%%

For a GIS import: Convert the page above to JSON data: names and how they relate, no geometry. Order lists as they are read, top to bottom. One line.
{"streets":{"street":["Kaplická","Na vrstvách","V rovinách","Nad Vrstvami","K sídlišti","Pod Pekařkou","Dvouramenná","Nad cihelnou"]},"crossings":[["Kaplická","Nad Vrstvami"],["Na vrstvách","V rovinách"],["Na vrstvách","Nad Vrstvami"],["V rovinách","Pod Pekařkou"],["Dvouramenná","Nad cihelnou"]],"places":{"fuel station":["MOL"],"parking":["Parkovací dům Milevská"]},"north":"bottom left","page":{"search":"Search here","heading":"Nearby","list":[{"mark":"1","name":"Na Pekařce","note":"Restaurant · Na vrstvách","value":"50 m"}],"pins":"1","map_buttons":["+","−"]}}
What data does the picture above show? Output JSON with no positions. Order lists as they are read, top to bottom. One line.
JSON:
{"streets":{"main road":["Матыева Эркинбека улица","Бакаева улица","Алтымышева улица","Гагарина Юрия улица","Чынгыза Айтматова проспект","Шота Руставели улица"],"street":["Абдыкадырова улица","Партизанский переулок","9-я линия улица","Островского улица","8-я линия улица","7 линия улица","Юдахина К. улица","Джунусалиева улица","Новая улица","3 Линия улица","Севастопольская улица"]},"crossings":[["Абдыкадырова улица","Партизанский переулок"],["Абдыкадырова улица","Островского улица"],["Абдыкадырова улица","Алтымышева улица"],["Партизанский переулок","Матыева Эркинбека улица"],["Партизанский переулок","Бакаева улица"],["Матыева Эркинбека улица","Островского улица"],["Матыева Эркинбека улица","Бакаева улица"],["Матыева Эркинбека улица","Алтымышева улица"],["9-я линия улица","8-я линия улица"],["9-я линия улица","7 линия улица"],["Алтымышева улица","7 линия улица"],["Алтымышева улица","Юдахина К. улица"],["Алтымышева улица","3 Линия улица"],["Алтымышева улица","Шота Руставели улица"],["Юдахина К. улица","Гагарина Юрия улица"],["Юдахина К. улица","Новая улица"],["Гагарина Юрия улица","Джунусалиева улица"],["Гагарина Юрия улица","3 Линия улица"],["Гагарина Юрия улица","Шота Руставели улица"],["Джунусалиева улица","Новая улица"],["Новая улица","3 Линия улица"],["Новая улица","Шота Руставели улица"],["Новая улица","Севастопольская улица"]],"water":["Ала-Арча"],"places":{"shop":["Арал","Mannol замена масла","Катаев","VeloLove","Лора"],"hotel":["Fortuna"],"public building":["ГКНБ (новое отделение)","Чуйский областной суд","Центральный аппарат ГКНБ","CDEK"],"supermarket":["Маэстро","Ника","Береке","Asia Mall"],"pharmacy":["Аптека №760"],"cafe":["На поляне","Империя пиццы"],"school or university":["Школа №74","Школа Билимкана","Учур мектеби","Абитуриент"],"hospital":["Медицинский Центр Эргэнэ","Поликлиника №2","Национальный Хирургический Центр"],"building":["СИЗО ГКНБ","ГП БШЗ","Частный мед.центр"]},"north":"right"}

%%

• _What the task requires_: When a line holds the string "data", pull it out of the listing.

• _Completed task_:
For a GIS import: Convert the page above to JSON data: names and how they relate, no geometry. Order lists as they are read, top to bottom. One line.
What data does the picture above show? Output JSON with no positions. Order lists as they are read, top to bottom. One line.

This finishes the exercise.